WHAT YOU ARE ASKED TO DO: Drop every picture, then print the rest of the listing exactly as given.

TASK MATERIAL:
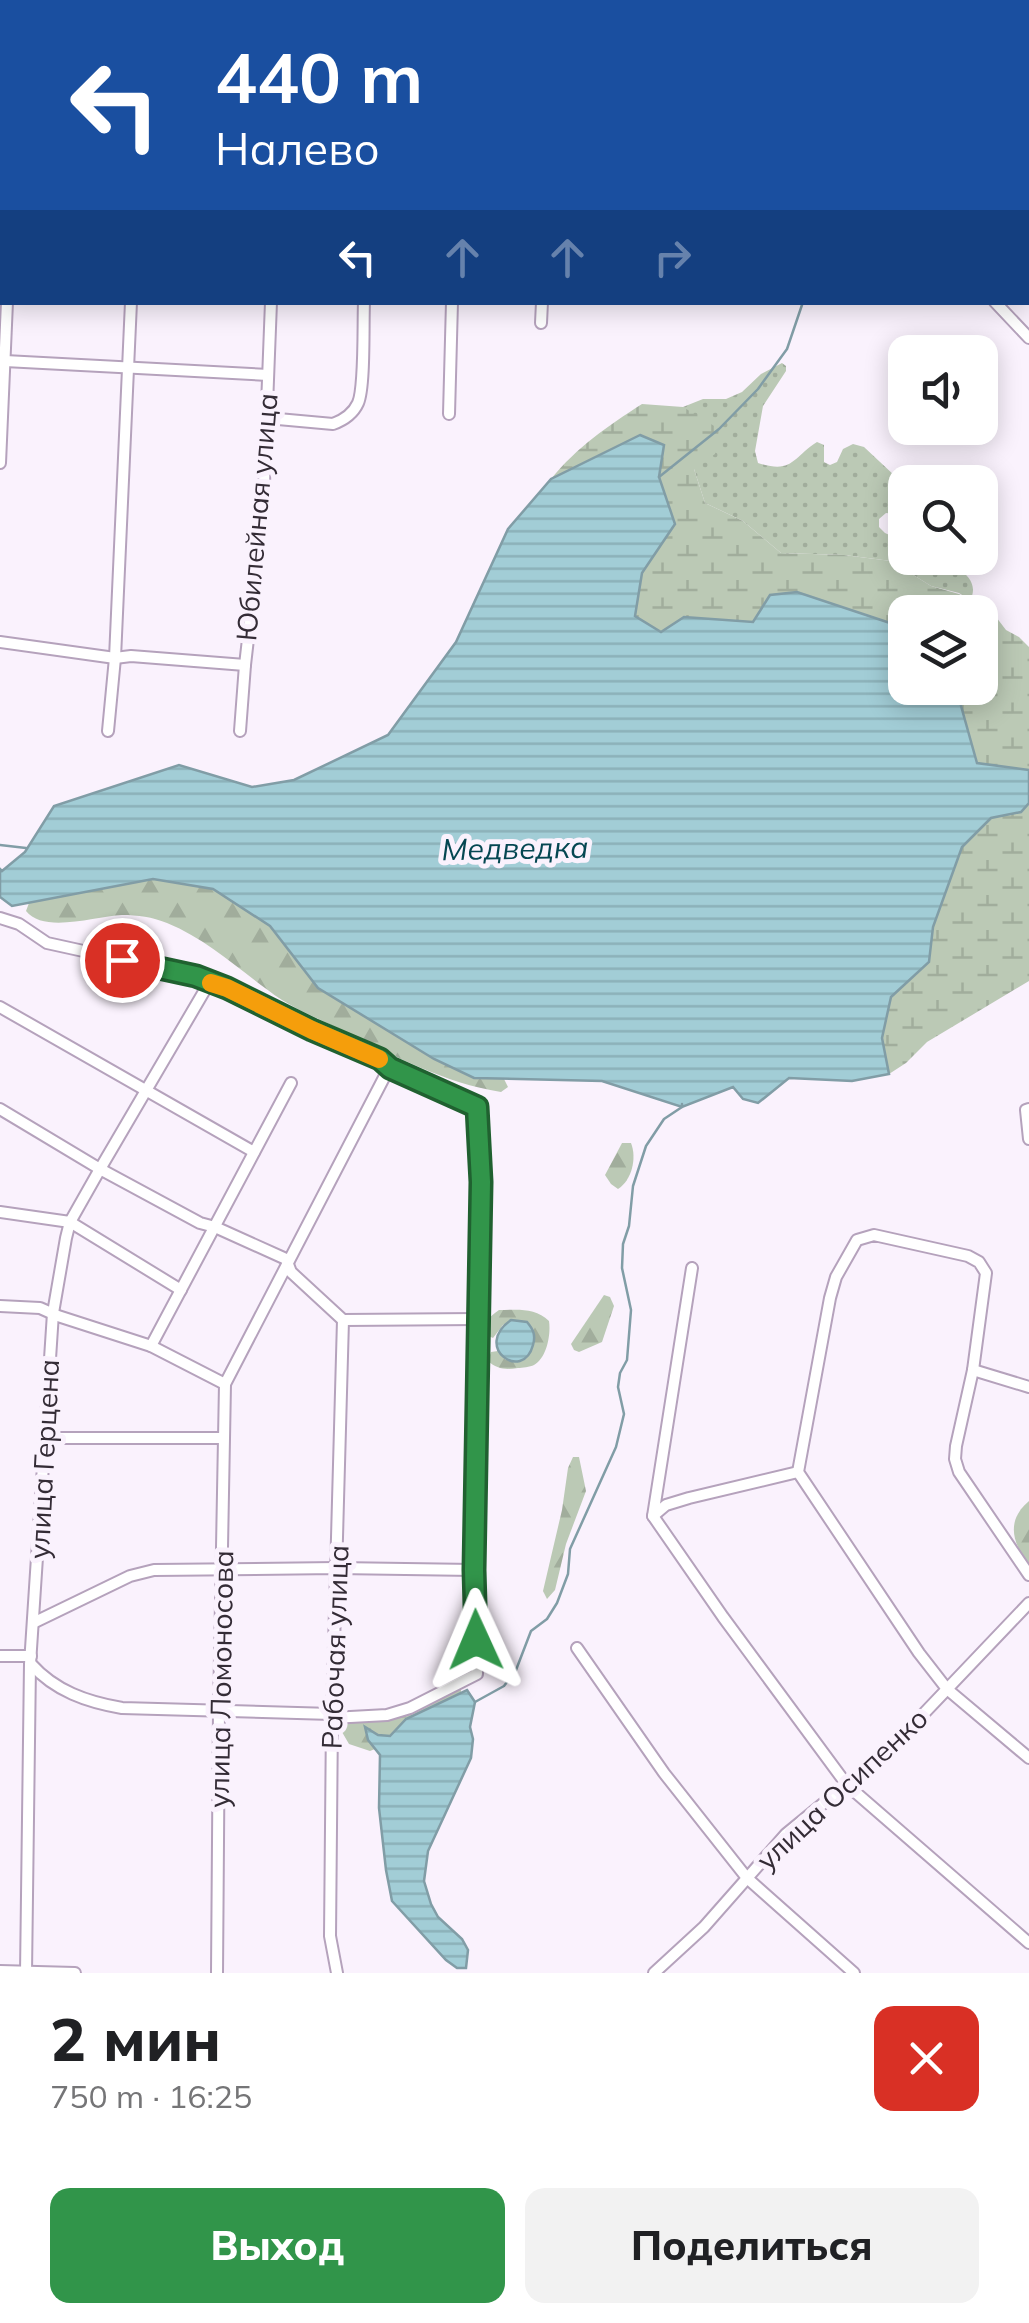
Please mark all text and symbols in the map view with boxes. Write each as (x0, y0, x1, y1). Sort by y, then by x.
text: 440 m (215, 33, 423, 121)
icon: left (50, 40, 180, 170)
text: Налево (215, 120, 380, 176)
icon: left (330, 230, 385, 285)
icon: ahead (435, 230, 490, 285)
icon: ahead (540, 230, 595, 285)
icon: right (645, 230, 700, 285)
map controls (888, 335, 998, 705)
button: sound (888, 335, 998, 445)
street label: Юбилейная улица (228, 391, 285, 642)
button: search (888, 465, 998, 575)
button: layers (888, 595, 998, 705)
water label: Медведка (441, 828, 589, 868)
pin (80, 918, 165, 1003)
icon: arrive (95, 933, 150, 988)
street label: улица Герцена (21, 1358, 66, 1560)
street label: Рабочая улица (313, 1544, 356, 1750)
street label: улица Ломоносова (201, 1550, 240, 1808)
position arrow (424, 1588, 528, 1692)
street label: улица Осипенко (749, 1700, 935, 1877)
text: 2 мин (50, 2001, 221, 2076)
button: close (874, 2006, 979, 2111)
text: 750 m · 16:25 (50, 2076, 252, 2116)
button: Выход (50, 2188, 505, 2303)
button: Поделиться (525, 2188, 979, 2303)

EXERCISE RESPONSE:
Please mark all text and symbols in the map view with boxes. Write each as (x0, y0, x1, y1). Sort by y, then by x.
text: 440 m (215, 33, 423, 121)
icon: left (50, 40, 180, 170)
text: Налево (215, 120, 380, 176)
icon: left (330, 230, 385, 285)
icon: ahead (435, 230, 490, 285)
icon: ahead (540, 230, 595, 285)
icon: right (645, 230, 700, 285)
map controls (888, 335, 998, 705)
button: sound (888, 335, 998, 445)
street label: Юбилейная улица (228, 391, 285, 642)
button: search (888, 465, 998, 575)
button: layers (888, 595, 998, 705)
water label: Медведка (441, 828, 589, 868)
pin (80, 918, 165, 1003)
icon: arrive (95, 933, 150, 988)
street label: улица Герцена (21, 1358, 66, 1560)
street label: Рабочая улица (313, 1544, 356, 1750)
street label: улица Ломоносова (201, 1550, 240, 1808)
position arrow (424, 1588, 528, 1692)
street label: улица Осипенко (749, 1700, 935, 1877)
text: 2 мин (50, 2001, 221, 2076)
button: close (874, 2006, 979, 2111)
text: 750 m · 16:25 (50, 2076, 252, 2116)
button: Выход (50, 2188, 505, 2303)
button: Поделиться (525, 2188, 979, 2303)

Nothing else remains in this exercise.